Data excerpts:
════════════════
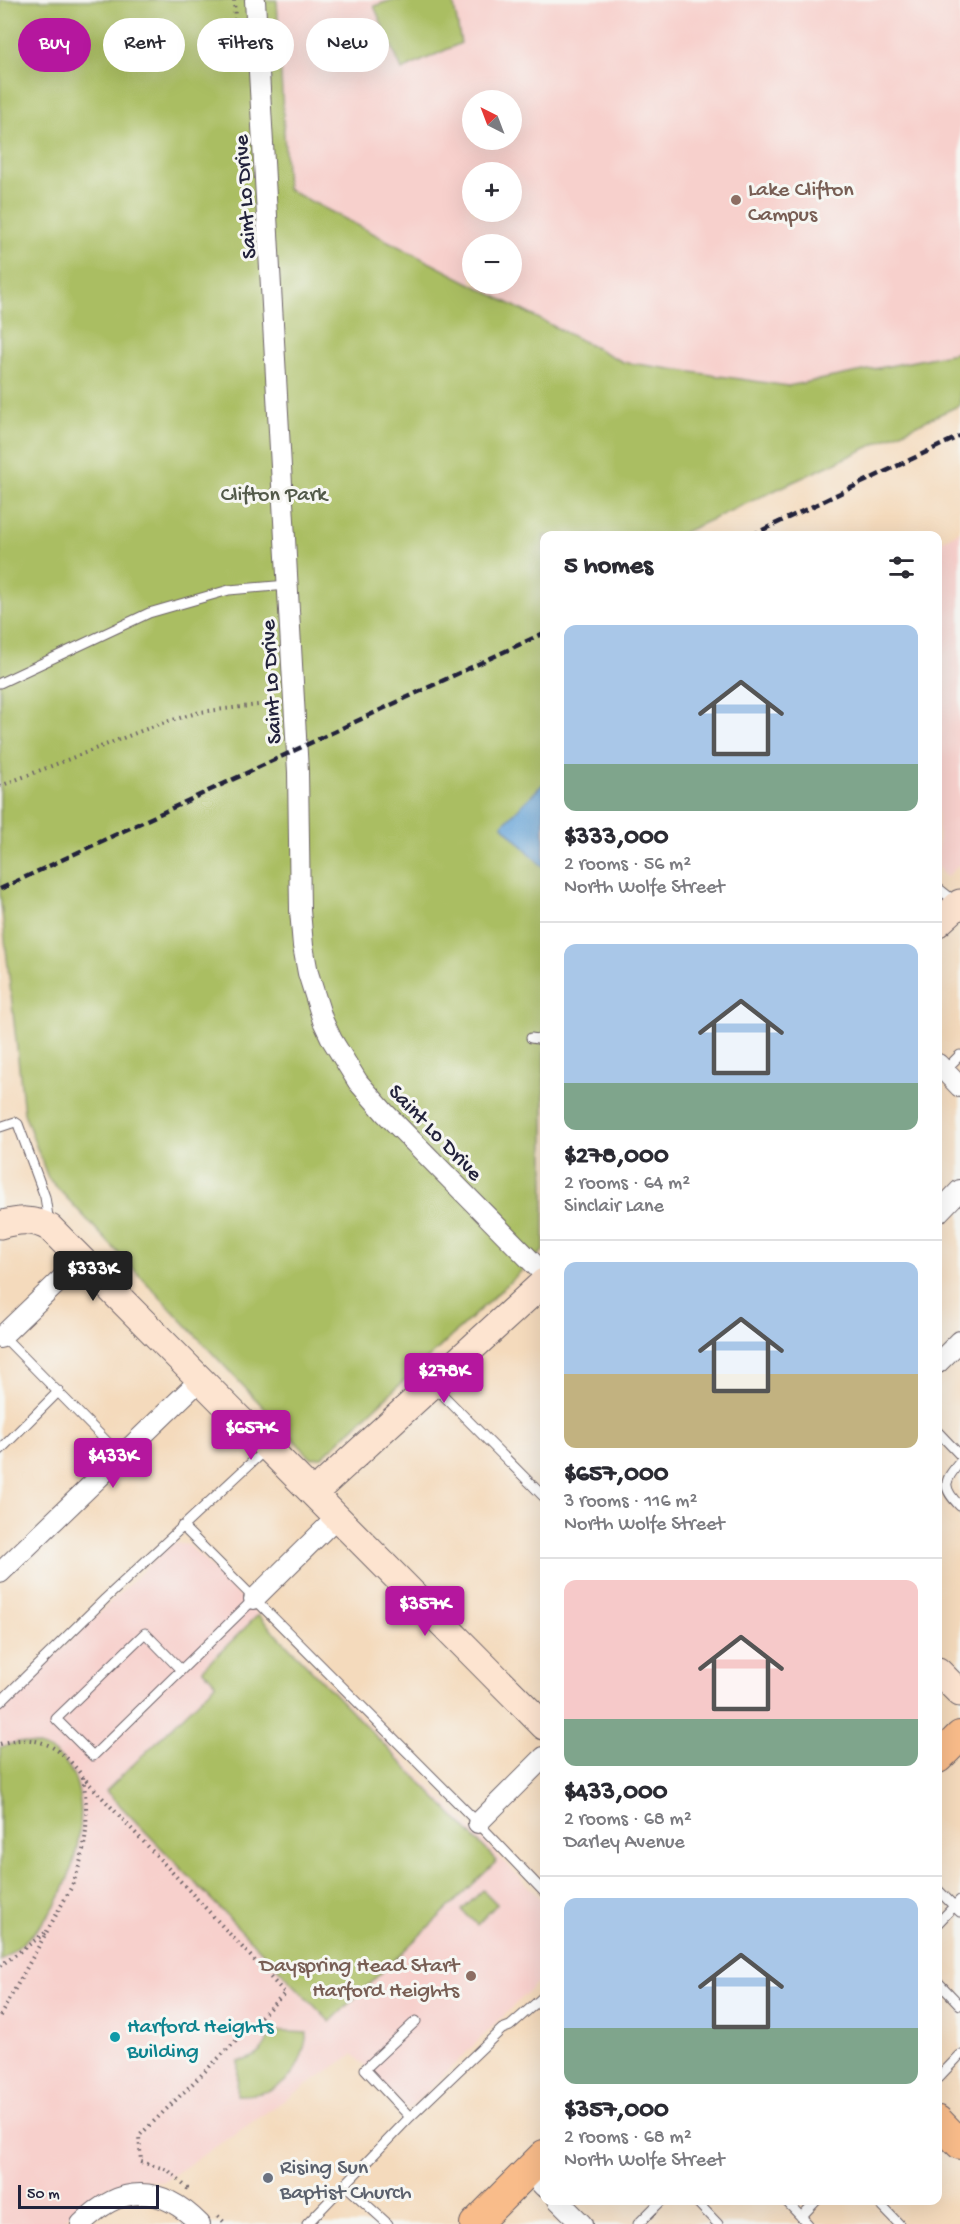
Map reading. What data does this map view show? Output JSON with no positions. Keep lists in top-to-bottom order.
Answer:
{
  "streets": {
    "street": ["Saint Lo Drive"]
  },
  "parks": ["Clifton Park"],
  "places": [
    "Lake Clifton Campus",
    "Dayspring Head Start Harford Heights",
    "Harford Heights Building",
    "Rising Sun Baptist Church"
  ],
  "scale_bar": "50 m",
  "north": "top left",
  "page": {
    "chip": [
      "Buy",
      "Rent",
      "Filters",
      "New"
    ],
    "map_buttons": ["+", "−"],
    "heading": "5 homes",
    "list": [
      {
        "name": "$333,000",
        "note": "2 rooms · 56 m² · North Wolfe Street"
      },
      {
        "name": "$278,000",
        "note": "2 rooms · 64 m² · Sinclair Lane"
      },
      {
        "name": "$657,000",
        "note": "3 rooms · 116 m² · North Wolfe Street"
      },
      {
        "name": "$433,000",
        "note": "2 rooms · 68 m² · Darley Avenue"
      },
      {
        "name": "$357,000",
        "note": "2 rooms · 68 m² · North Wolfe Street"
      }
    ],
    "price": [
      "$333K",
      "$278K",
      "$657K",
      "$433K",
      "$357K"
    ],
    "scale": "50 m"
  }
}
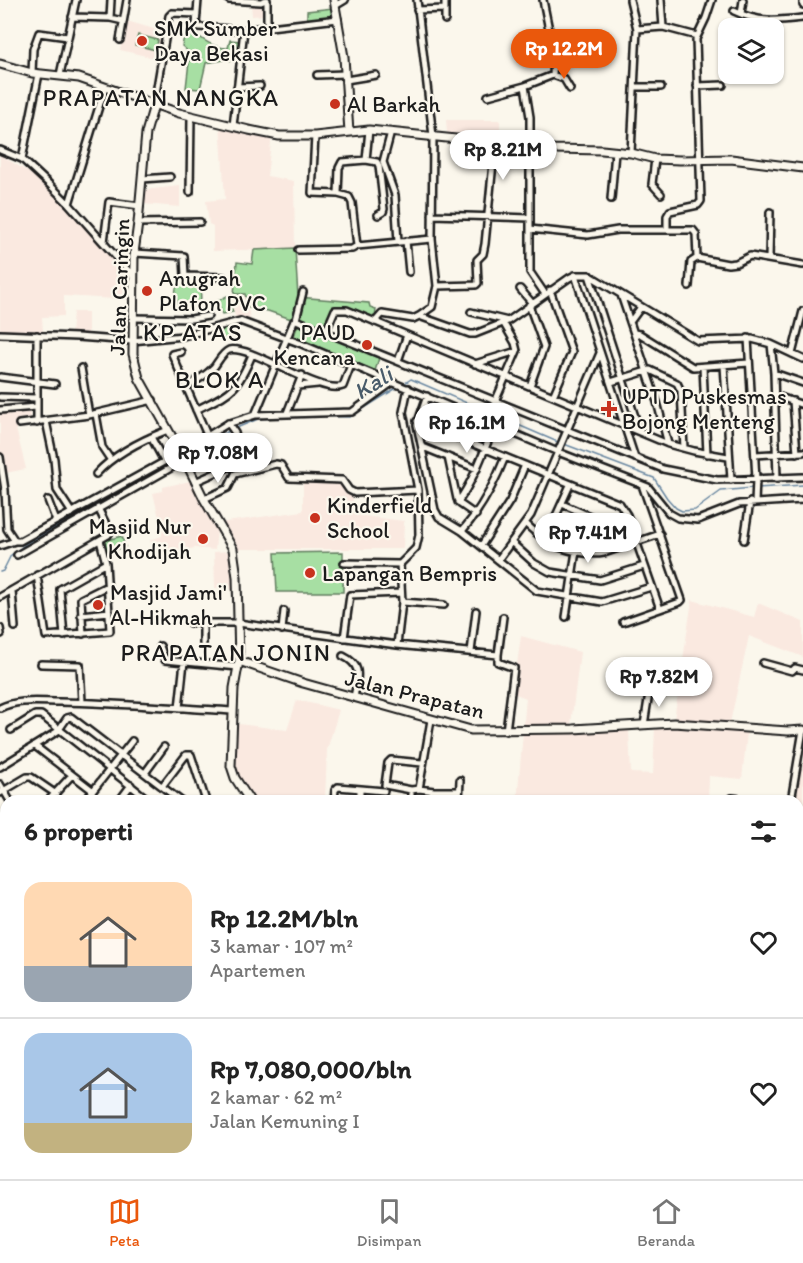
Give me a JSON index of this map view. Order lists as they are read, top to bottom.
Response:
{
  "streets": {
    "main road": ["Jalan Caringin", "Jalan Prapatan"]
  },
  "crossings": [
    ["Jalan Caringin", "Jalan Prapatan"]
  ],
  "districts": [
    "PRAPATAN NANGKA",
    "KP ATAS",
    "BLOK A",
    "PRAPATAN JONIN"
  ],
  "water": ["Kali"],
  "places": {
    "other": [
      "SMK Sumber Daya Bekasi",
      "Al Barkah",
      "Anugrah Plafon PVC",
      "PAUD Kencana",
      "Kinderfield School",
      "Masjid Nur Khodijah",
      "Lapangan Bempris",
      "Masjid Jami' Al-Hikmah"
    ],
    "health": ["UPTD Puskesmas Bojong Menteng"]
  },
  "page": {
    "price": [
      "Rp 12.2M",
      "Rp 8.21M",
      "Rp 16.1M",
      "Rp 7.08M",
      "Rp 7.41M",
      "Rp 7.82M"
    ],
    "heading": "6 properti",
    "list": [
      {
        "name": "Rp 12.2M/bln",
        "note": "3 kamar · 107 m² · Apartemen"
      },
      {
        "name": "Rp 7,080,000/bln",
        "note": "2 kamar · 62 m² · Jalan Kemuning I"
      }
    ],
    "tabs": ["Peta", "Disimpan", "Beranda"]
  }
}
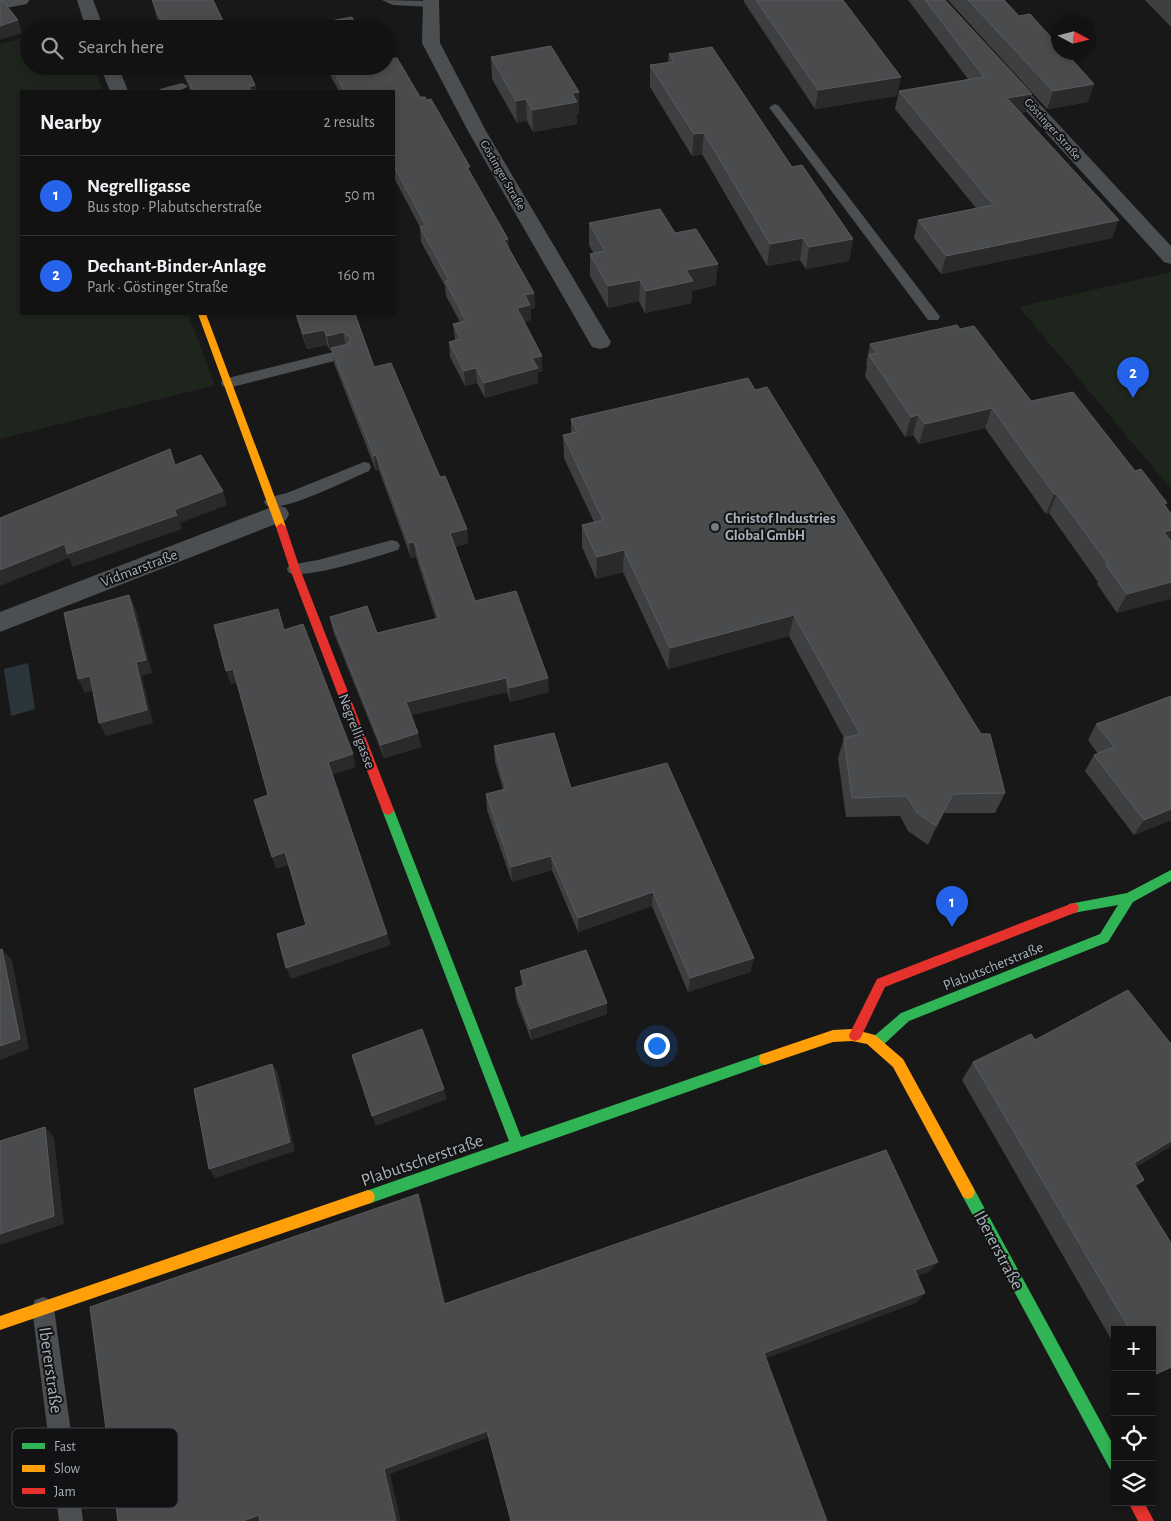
════════════════
▶ [Problem] Print the entries above exactly, taking out only the pictures.

▶ [Written response]
Map reading. What data does this map view show? Output JSON with no positions. Keep lists in top-to-bottom order.
Answer:
{
  "streets": {
    "street": ["Saint Lo Drive"]
  },
  "parks": ["Clifton Park"],
  "places": [
    "Lake Clifton Campus",
    "Dayspring Head Start Harford Heights",
    "Harford Heights Building",
    "Rising Sun Baptist Church"
  ],
  "scale_bar": "50 m",
  "north": "top left",
  "page": {
    "chip": [
      "Buy",
      "Rent",
      "Filters",
      "New"
    ],
    "map_buttons": ["+", "−"],
    "heading": "5 homes",
    "list": [
      {
        "name": "$333,000",
        "note": "2 rooms · 56 m² · North Wolfe Street"
      },
      {
        "name": "$278,000",
        "note": "2 rooms · 64 m² · Sinclair Lane"
      },
      {
        "name": "$657,000",
        "note": "3 rooms · 116 m² · North Wolfe Street"
      },
      {
        "name": "$433,000",
        "note": "2 rooms · 68 m² · Darley Avenue"
      },
      {
        "name": "$357,000",
        "note": "2 rooms · 68 m² · North Wolfe Street"
      }
    ],
    "price": [
      "$333K",
      "$278K",
      "$657K",
      "$433K",
      "$357K"
    ],
    "scale": "50 m"
  }
}
Give me a JSON index of this map view. Order lists as they are read, top to bottom.
Response:
{
  "streets": {
    "main road": ["Jalan Caringin", "Jalan Prapatan"]
  },
  "crossings": [
    ["Jalan Caringin", "Jalan Prapatan"]
  ],
  "districts": [
    "PRAPATAN NANGKA",
    "KP ATAS",
    "BLOK A",
    "PRAPATAN JONIN"
  ],
  "water": ["Kali"],
  "places": {
    "other": [
      "SMK Sumber Daya Bekasi",
      "Al Barkah",
      "Anugrah Plafon PVC",
      "PAUD Kencana",
      "Kinderfield School",
      "Masjid Nur Khodijah",
      "Lapangan Bempris",
      "Masjid Jami' Al-Hikmah"
    ],
    "health": ["UPTD Puskesmas Bojong Menteng"]
  },
  "page": {
    "price": [
      "Rp 12.2M",
      "Rp 8.21M",
      "Rp 16.1M",
      "Rp 7.08M",
      "Rp 7.41M",
      "Rp 7.82M"
    ],
    "heading": "6 properti",
    "list": [
      {
        "name": "Rp 12.2M/bln",
        "note": "3 kamar · 107 m² · Apartemen"
      },
      {
        "name": "Rp 7,080,000/bln",
        "note": "2 kamar · 62 m² · Jalan Kemuning I"
      }
    ],
    "tabs": ["Peta", "Disimpan", "Beranda"]
  }
}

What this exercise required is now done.